The temperature independent plateau stress of solid solution crystals

Abstract

A calculation of the plateau stress in solid solution crystals is presented assuming an arbitrarily oriented dislocation loop of lengthL, that moves under an applied stress. At high concentrations of solute atoms the dislocation segment does not interact with an individual solute atom but instead with all the solute atoms along the dislocation segment within a certain radius. The macroscopic flow stress is assumed to be determined by the maximum force that is encountered when a dislocation is moved over a distance equal to the distance between the position at zero stress and the critical position of an activated Frank-Read source. If the dislocation segment is assumed to be large compared to atomic distances, the interaction with groups of atoms will lead to an athermal process and therefore can explain the origin of the temperature independent flow stress in solid solution crystals. From this model the flow stress can be calculated with the help of statistical methods similar to those used in calculations of the movement of Bloch walls in magnetic materials.
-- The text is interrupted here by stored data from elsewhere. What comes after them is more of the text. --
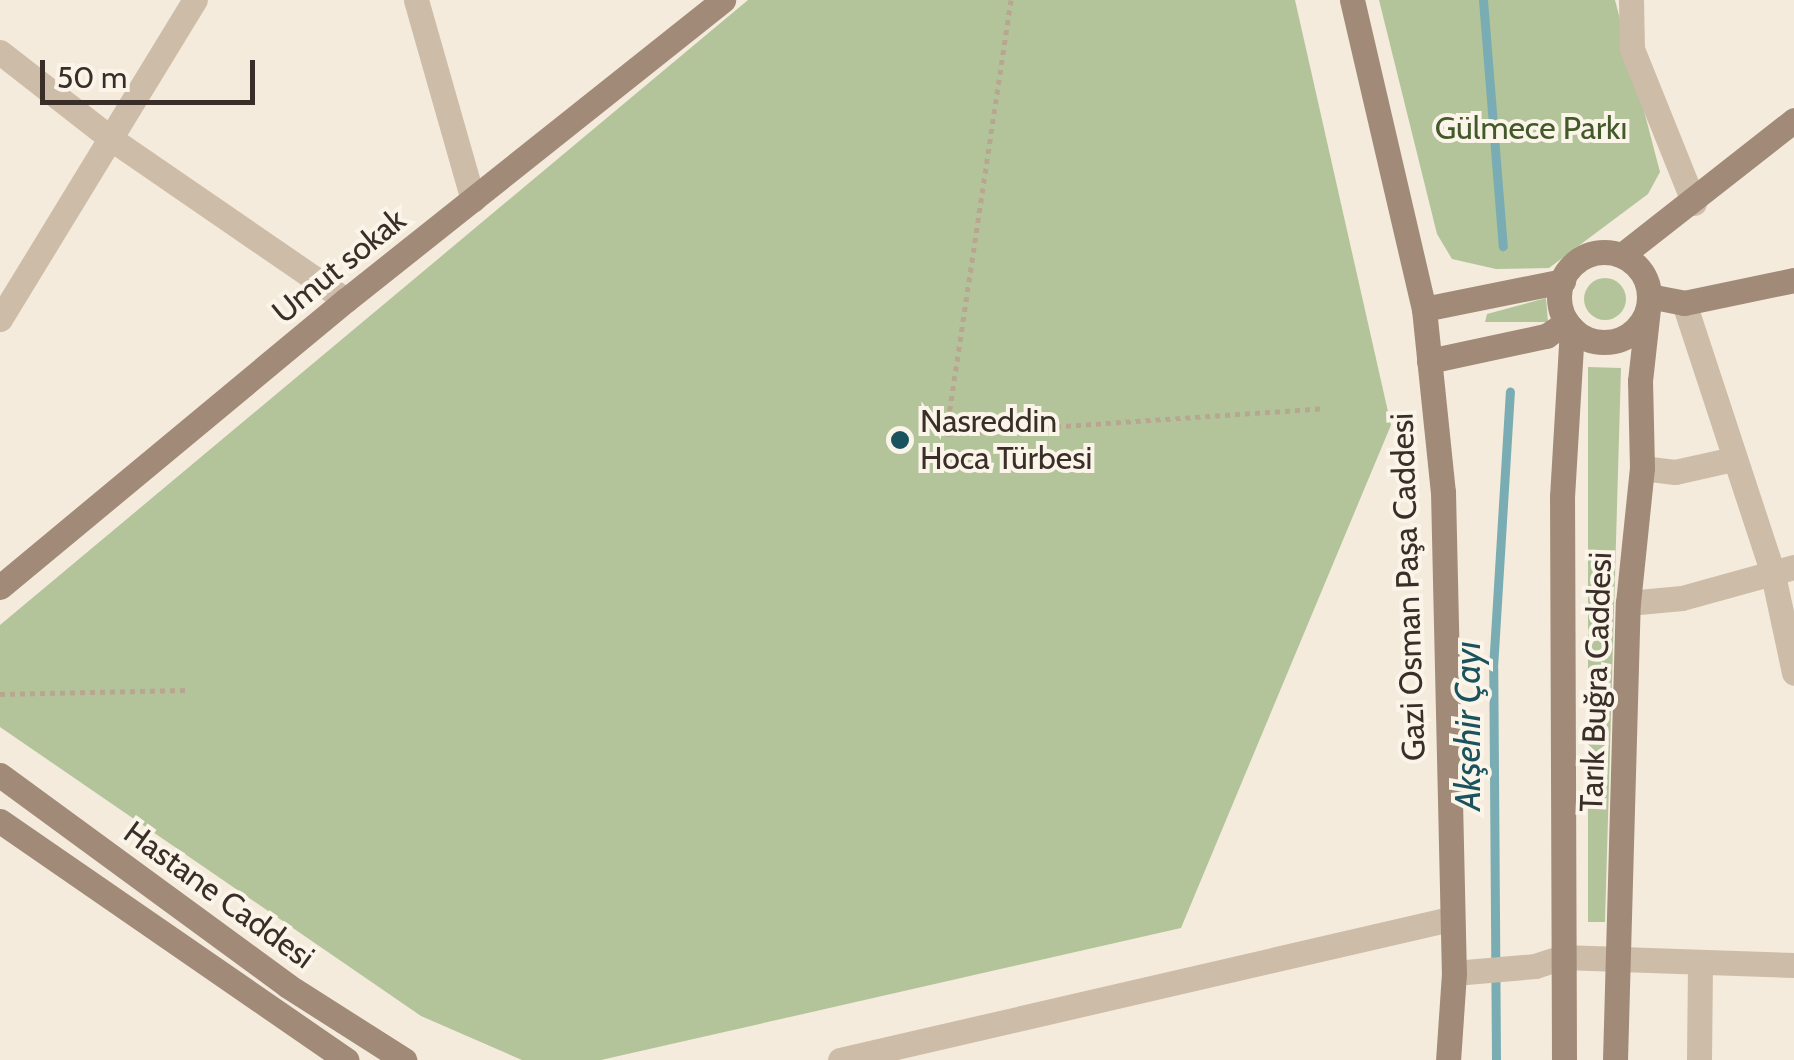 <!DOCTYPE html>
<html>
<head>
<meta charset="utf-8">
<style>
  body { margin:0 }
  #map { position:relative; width:1794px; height:1060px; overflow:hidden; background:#f4ebdc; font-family:Cabin,sans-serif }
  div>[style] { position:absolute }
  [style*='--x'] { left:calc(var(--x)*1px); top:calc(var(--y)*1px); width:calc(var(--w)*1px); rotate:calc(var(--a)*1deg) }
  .green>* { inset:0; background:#b3c49b }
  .round { border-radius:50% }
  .stream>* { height:9px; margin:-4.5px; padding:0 4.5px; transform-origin:4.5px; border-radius:4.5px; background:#79acb3 }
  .path>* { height:5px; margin-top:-2.5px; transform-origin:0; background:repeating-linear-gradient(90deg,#b9a691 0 5px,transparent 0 10px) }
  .street>* { height:25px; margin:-12.5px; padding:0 12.5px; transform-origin:12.5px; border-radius:12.5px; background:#cdbca7 }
  .secondary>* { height:25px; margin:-12.5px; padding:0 12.5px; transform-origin:12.5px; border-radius:12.5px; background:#a18a78 }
  .secondary>.ring { margin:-12.5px; padding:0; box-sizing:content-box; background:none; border:25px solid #a18a78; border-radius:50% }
  .dots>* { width:28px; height:28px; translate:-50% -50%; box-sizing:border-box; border:5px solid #fbf4e9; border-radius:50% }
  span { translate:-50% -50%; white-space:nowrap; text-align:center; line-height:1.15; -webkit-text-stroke:8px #fbf4e9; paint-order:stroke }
  .park-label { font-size:32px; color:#44592a }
  .street-label { font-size:32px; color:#392f28 }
  .poi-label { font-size:32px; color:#392f28 }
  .left { translate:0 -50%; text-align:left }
  .water-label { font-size:35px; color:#1a535e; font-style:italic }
  .scale { position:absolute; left:40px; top:60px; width:215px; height:45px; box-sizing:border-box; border:5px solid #392f28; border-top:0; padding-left:12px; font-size:30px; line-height:35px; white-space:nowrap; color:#392f28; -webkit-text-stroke:8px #fbf4e9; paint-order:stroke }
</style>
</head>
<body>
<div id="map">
  <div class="green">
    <div style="clip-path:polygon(748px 0,1295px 0,1391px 425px,1181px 928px,601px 1060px,522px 1060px,421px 1016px,0 727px,0 625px)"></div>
    <div style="clip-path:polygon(1379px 0,1615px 0,1660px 172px,1648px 194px,1549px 268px,1496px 269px,1452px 259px,1437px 234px)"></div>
    <div class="round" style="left:1584px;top:278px;width:42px;height:42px"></div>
    <div style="clip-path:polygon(1546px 298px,1548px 322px,1485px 322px,1487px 314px)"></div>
    <div style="clip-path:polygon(1588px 367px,1621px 368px,1605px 922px,1588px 922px)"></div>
  </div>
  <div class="stream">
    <div style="--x:1483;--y:0;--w:247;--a:85.4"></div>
    <div style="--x:1496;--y:1060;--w:392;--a:-90.4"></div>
    <div style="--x:1493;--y:668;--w:277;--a:-86.5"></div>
  </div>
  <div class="path">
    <div style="--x:1011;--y:0;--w:439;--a:98.5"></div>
    <div style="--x:946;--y:434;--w:378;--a:-3.9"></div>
    <div style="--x:0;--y:694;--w:187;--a:-1.2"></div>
  </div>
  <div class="street">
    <div style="--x:416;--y:0;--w:208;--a:74.1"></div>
    <div style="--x:1631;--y:0;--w:49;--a:88.8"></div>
    <div style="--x:1632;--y:49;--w:166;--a:68.1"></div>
    <div style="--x:0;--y:52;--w:140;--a:38"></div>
    <div style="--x:110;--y:138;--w:286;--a:34.5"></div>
    <div style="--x:1684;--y:303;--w:281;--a:71.8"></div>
    <div style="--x:1772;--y:570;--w:105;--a:77.9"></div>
    <div style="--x:0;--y:319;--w:374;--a:-58.6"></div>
    <div style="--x:1642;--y:468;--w:33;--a:7"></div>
    <div style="--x:1675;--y:472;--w:59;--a:-12.6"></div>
    <div style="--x:1628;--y:603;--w:54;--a:-5.3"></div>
    <div style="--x:1682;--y:598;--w:116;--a:-15.5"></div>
    <div style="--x:1454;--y:973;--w:81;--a:-4.9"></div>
    <div style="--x:1535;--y:966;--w:28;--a:-18"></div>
    <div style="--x:1562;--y:957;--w:232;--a:2"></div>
    <div style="--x:840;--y:1060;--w:626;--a:-13.02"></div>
    <div style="--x:1699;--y:1060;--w:97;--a:-89.4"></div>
  </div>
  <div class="secondary">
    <div style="--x:1352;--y:0;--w:317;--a:76.9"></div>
    <div style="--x:1424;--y:309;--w:184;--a:84.1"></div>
    <div style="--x:1443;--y:492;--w:481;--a:88.7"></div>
    <div style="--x:1454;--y:973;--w:87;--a:93.9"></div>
    <div class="ring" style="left:1559px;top:252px;width:65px;height:65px"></div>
    <div style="--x:1622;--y:255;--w:219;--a:-38.1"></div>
    <div style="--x:1649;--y:296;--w:36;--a:11"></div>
    <div style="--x:1684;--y:303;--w:112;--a:-11.8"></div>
    <div style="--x:1424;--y:309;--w:142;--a:-11.4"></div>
    <div style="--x:1429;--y:361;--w:120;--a:-12.1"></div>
    <div style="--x:1546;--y:336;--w:25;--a:-34"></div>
    <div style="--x:0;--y:587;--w:450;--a:-39.7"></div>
    <div style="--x:346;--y:300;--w:482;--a:-38.5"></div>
    <div style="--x:0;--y:775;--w:357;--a:36.2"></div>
    <div style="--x:288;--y:986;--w:138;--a:32.5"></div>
    <div style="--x:0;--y:821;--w:421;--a:34.6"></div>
    <div style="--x:1564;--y:1060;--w:563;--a:-90.2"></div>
    <div style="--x:1562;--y:497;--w:169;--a:-86.6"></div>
    <div style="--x:1615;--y:1060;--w:457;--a:-88.4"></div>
    <div style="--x:1628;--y:603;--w:136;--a:-84.1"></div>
    <div style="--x:1642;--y:468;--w:87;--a:-91.3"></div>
    <div style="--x:1640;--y:381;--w:73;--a:-83.7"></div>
  </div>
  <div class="dots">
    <div style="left:900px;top:440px;background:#1a535e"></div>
  </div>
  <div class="park-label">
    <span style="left:1531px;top:128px">Gülmece Parkı</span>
  </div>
  <div class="street-label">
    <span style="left:339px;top:266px;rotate:-39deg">Umut sokak</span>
    <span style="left:1408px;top:587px;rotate:-92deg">Gazi Osman Paşa Caddesi</span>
    <span style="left:1596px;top:682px;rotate:-88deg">Tarık Buğra Caddesi</span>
    <span style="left:219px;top:895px;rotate:36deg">Hastane Caddesi</span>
  </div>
  <div class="poi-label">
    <span class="left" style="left:920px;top:440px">Nasreddin<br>Hoca Türbesi</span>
  </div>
  <div class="water-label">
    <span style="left:1468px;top:726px;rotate:-90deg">Akşehir Çayı</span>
  </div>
  <div class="scale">50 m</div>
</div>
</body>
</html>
Besides the proper temperature dependence of the plateau stress the above model yields a dependence of the plateau stress upon the square root of the solute concentration, a result that is in good agreement with the measurements on silver, gold, and copperbased alloys. A linear relation between the solid solution hardening parameter dT/d√c and the strength of the solute atoms is obtained which is confirmed by the experimental results on copper-based alloys.